# Cheaper sawstop: my research (don't try this at home)



## SST (Nov 30, 2006)

After watching the Sawstop video and really being impressed with the concept, I got to thinking that maybe a creative mind like mine could be put to work on a lower cost version of that concept. To save money, it seems to me, one must start by using existing technology wherever possible, rather than new research.
Not wanting to infringe on any current patents, I began looking to doodads and thingies (don't want to burden you all with the overly technical jargon, here) that may have an expired patent or no patent at all.
My first idea, which I'll chronicle here, seemed like it might be the right approach, since the goal is to shut down the saw upon contact with a finger instead of the wood.
My brainchild was to use voice activation to shut off the saw, since every time I've had an encounter with a saw blade, I screamed.
The logical starting point, therefore, was "The Clapper", that neat little thingie (remember, no technical terms, here) that flicks a light switch on & off by voice activation. I thought I'd just rig one of these up to my table saw switch, and when I hollered, it would shut off. 
The problem was twofold, it seems. First, I don't think I yelled soon enough, and second, the "Clapper" shut off all the lights in the shop.
I've attached a "don't try this at home" photo to deter anyone from emulating my work.
I'll be updating this (after I heal) with my next idea. -SST


----------



## pappy (Oct 10, 2007)

Laughed my arse off!


----------



## WayneC (Mar 8, 2007)

: ^ O


----------



## Karson (May 9, 2006)

Good try. But you know maybe you should have started with hot dogs like the other MFG's do.


----------



## SST (Nov 30, 2006)

I actually wanted to, but I got hungry and ate the hot dogs. I figured…what have I got to lose??? -SST


----------



## Fingersleft (Sep 25, 2007)

Not the best idea of the day…but certainly the best laugh of the day.


----------



## Zuki (Mar 28, 2007)




----------



## Fingersleft (Sep 25, 2007)

On a more serious side - The only time I've cut (small nick) myself on my table saw was after I'd turned it off. With the blade still spinning, I put my finder where my finger should not have been. Result - small and a bid bandaid for a few days. Seems to me that there should be an easy and cheap way to come up with an automatic blade break when you turn the power off.

Any ideas out there? I don't have one this afternoon…still laughling at SST's post.


----------



## Brad_Nailor (Jul 26, 2007)

Looks like you will only be ordering three beers with that hand from now on..


----------



## Drew1House (Mar 18, 2007)

In europe a brake is mandated… seems easy enough….

Drew


----------



## mot (May 8, 2007)

Funny.


----------



## bryano (Aug 19, 2007)

Thats Funny. I know every body hates blade guards including me, but they sure will save your fingers.


----------



## Sawdust2 (Mar 18, 2007)

Are you related to Claire Bennet on Heroes?

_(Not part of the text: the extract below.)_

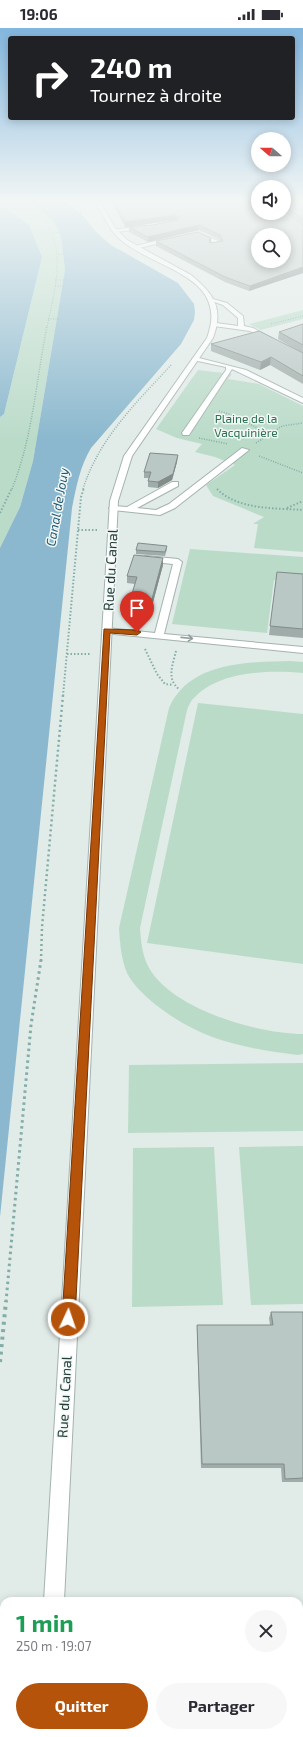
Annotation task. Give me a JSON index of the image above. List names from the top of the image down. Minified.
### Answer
{"streets":{"street":["Rue du Canal"]},"water":["Canal de Jouy"],"parks":["Plaine de la Vacquinière"],"north":"left","page":{"status":"19:06","turn":["240 m","Tournez à droite"],"heading":["1 min","250 m · 19:07"],"buttons":["Quitter","Partager"]}}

There must be something for a brake. Years ago my Dad got an add on break for his Craftsman RAS.
Obviously won't work on a table saw.

If you have a contractor saw attach a strip of leather to the back of the saw long enough to drape over the arbor. Attach a cord, wire or whatever to the front end of the strap and attach that to a foot pedal. When you step on the foot pedal it will put friction to the arbor and stop the saw.

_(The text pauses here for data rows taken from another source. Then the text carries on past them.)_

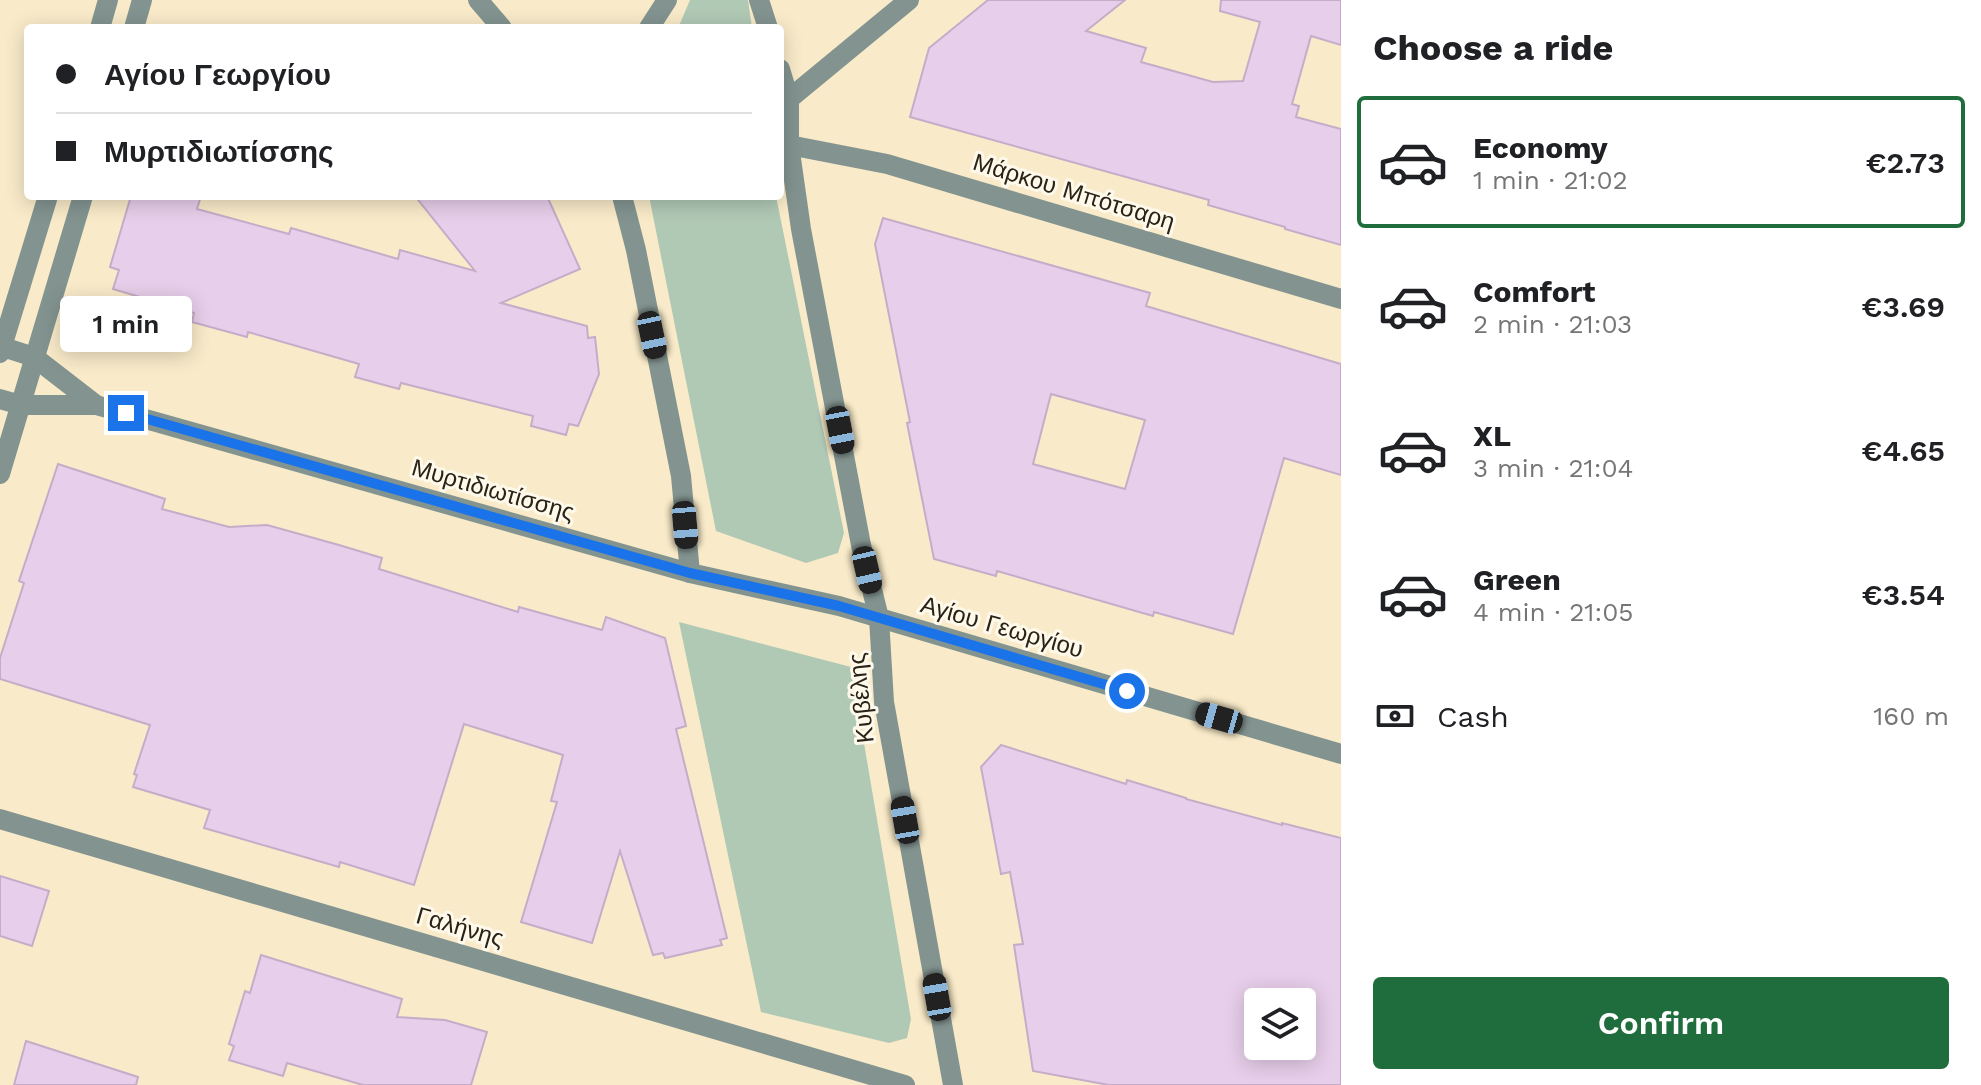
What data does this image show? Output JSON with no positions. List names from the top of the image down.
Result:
{
  "streets": {
    "street": [
      "Μάρκου Μπότσαρη",
      "Μυρτιδιωτίσσης",
      "Αγίου Γεωργίου",
      "Κυβέλης",
      "Γαλήνης"
    ]
  },
  "crossings": [
    ["Μάρκου Μπότσαρη", "Κυβέλης"],
    ["Μυρτιδιωτίσσης", "Αγίου Γεωργίου"],
    ["Μυρτιδιωτίσσης", "Κυβέλης"],
    ["Αγίου Γεωργίου", "Κυβέλης"]
  ],
  "page": {
    "heading": "Choose a ride",
    "banner": ["Αγίου Γεωργίου", "Μυρτιδιωτίσσης"],
    "list": [
      {
        "name": "Economy",
        "note": "1 min · 21:02",
        "value": "€2.73"
      },
      {
        "name": "Comfort",
        "note": "2 min · 21:03",
        "value": "€3.69"
      },
      {
        "name": "XL",
        "note": "3 min · 21:04",
        "value": "€4.65"
      },
      {
        "name": "Green",
        "note": "4 min · 21:05",
        "value": "€3.54"
      }
    ],
    "bubble": "1 min",
    "pay": ["Cash", "160 m"],
    "buttons": "Confirm"
  }
}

Won't pass OSHA. Might not even be safe. Could be the germ of an idea.


----------



## DocK16 (Mar 18, 2007)

Better go back to the drawing board before trying this on your weiner.


----------



## Dadoo (Jun 23, 2007)

I kinda figured that having one of the wifes favorite bath towels handy…well, it could be tossed into the spinning blade. Ya know? Great for wiping up blood and oil spills too.


----------



## Karson (May 9, 2006)

I've got to be careful on my table saw. The 16" blade takes a good 3 minutes to stop.


----------